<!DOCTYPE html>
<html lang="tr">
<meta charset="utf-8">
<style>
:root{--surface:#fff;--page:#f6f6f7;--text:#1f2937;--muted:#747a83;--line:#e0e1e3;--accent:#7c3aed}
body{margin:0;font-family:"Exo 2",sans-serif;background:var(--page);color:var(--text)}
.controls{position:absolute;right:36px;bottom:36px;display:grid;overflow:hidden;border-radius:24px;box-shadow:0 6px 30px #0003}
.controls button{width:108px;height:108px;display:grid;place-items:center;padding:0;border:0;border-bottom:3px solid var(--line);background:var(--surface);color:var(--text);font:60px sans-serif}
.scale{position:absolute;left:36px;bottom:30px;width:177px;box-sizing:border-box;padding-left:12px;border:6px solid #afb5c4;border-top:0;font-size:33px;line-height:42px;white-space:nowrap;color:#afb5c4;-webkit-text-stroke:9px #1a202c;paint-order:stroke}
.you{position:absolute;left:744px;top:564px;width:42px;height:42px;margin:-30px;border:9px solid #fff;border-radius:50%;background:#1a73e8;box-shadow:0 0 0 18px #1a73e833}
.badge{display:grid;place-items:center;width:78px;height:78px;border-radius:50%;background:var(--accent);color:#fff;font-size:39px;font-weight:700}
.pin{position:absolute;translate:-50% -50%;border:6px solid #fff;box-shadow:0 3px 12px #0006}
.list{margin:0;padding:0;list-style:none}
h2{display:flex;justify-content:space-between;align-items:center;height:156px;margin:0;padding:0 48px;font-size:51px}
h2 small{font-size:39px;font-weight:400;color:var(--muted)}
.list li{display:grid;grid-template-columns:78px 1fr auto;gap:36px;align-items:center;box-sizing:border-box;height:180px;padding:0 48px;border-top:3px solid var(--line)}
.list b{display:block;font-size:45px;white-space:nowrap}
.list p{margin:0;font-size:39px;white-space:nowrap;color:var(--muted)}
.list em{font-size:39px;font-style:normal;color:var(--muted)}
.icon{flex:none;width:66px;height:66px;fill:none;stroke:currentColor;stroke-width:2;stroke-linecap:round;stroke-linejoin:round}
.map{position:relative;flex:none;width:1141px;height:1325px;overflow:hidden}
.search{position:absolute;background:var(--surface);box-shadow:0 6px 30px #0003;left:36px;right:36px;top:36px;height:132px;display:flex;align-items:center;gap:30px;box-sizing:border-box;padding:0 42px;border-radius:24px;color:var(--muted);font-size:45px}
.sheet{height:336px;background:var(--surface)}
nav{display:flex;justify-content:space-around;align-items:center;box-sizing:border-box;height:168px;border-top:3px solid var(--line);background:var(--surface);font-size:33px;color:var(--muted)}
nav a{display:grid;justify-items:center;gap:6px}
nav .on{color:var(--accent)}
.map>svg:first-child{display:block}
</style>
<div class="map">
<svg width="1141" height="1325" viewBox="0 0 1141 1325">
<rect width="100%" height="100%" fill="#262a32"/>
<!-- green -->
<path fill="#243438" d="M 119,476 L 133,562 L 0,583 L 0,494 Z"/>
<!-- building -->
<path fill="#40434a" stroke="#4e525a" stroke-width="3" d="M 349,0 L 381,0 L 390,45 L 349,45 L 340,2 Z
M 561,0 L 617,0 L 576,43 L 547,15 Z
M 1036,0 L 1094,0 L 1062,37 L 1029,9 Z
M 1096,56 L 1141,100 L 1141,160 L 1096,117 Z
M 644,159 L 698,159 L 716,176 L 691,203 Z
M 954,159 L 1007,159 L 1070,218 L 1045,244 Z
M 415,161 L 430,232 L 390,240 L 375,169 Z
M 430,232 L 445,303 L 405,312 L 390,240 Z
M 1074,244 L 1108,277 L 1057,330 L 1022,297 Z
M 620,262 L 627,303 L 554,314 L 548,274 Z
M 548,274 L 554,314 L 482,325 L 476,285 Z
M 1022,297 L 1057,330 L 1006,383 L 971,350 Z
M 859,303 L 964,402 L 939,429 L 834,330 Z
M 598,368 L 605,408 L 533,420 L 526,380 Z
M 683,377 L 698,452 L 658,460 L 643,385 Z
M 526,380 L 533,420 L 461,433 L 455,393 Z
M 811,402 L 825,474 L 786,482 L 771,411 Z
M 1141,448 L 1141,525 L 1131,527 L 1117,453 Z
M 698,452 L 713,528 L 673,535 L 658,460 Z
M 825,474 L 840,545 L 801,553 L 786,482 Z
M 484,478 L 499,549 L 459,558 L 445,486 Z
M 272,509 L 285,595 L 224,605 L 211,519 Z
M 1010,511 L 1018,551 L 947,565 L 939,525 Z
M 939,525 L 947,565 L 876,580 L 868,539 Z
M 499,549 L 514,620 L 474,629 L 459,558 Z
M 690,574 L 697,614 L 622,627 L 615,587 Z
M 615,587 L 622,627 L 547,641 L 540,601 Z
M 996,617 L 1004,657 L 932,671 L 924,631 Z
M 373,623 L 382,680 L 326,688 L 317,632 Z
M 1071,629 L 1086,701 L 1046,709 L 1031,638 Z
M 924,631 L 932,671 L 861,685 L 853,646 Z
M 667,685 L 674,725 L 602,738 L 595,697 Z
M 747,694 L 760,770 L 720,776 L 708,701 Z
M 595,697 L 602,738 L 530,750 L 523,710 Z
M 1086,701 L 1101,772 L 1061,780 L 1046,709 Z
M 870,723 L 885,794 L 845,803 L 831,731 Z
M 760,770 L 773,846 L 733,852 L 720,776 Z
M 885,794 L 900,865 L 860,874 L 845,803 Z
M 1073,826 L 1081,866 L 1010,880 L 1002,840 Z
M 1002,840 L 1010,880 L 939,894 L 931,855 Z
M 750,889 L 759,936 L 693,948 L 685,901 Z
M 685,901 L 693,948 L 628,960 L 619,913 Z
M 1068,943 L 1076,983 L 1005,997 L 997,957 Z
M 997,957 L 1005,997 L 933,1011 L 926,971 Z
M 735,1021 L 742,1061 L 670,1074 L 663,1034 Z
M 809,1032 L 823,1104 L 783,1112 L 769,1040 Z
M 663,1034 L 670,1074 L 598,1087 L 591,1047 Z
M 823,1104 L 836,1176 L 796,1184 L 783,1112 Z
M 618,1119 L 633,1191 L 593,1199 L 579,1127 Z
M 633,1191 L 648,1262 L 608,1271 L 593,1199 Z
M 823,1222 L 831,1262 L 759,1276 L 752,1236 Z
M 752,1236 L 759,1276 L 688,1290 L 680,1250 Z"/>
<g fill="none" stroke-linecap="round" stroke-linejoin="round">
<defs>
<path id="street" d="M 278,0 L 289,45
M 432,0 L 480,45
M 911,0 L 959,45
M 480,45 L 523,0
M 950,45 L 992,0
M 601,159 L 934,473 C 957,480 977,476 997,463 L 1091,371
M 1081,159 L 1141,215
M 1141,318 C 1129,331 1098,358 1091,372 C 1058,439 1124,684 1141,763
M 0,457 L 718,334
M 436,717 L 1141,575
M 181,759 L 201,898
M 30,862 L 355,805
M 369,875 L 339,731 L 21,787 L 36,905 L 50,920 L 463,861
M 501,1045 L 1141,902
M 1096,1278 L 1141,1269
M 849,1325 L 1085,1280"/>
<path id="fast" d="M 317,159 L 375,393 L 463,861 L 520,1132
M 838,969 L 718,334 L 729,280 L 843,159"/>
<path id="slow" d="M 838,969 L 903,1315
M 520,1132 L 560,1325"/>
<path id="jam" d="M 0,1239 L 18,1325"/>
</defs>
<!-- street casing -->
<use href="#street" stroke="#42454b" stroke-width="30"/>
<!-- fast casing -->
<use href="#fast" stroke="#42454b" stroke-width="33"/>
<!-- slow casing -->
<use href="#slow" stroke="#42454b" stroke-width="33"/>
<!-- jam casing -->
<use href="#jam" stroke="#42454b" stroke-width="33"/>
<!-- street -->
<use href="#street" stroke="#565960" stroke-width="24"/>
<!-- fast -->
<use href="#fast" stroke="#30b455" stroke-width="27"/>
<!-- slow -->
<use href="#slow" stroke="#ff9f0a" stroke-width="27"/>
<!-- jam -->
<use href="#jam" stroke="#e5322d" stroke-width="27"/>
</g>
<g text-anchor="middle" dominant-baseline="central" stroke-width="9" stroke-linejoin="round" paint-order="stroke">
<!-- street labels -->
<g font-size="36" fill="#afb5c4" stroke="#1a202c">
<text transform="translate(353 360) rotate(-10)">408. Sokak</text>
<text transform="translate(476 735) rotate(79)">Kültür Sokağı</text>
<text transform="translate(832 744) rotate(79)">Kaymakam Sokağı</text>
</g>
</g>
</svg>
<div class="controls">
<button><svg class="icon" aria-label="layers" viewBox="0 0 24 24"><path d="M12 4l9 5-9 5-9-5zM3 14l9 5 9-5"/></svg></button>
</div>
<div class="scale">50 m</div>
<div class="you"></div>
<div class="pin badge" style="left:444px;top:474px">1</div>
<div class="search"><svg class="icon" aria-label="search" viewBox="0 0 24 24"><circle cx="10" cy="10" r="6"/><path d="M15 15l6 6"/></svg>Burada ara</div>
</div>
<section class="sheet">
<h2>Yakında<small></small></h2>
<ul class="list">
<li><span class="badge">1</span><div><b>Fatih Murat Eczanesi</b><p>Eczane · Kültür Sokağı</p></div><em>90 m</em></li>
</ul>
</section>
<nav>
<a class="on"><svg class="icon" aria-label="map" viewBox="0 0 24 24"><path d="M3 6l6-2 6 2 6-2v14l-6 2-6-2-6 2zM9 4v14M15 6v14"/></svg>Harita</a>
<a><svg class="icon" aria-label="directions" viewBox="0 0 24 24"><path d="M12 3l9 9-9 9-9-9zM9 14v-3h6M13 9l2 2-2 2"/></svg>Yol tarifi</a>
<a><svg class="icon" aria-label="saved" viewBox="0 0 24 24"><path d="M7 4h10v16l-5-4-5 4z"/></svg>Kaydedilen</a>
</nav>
______
Find the word "hidden" in the entries above and gather every line that holds it.

Exercise output:
.controls{position:absolute;right:36px;bottom:36px;display:grid;overflow:hidden;border-radius:24px;box-shadow:0 6px 30px #0003}
.map{position:relative;flex:none;width:1141px;height:1325px;overflow:hidden}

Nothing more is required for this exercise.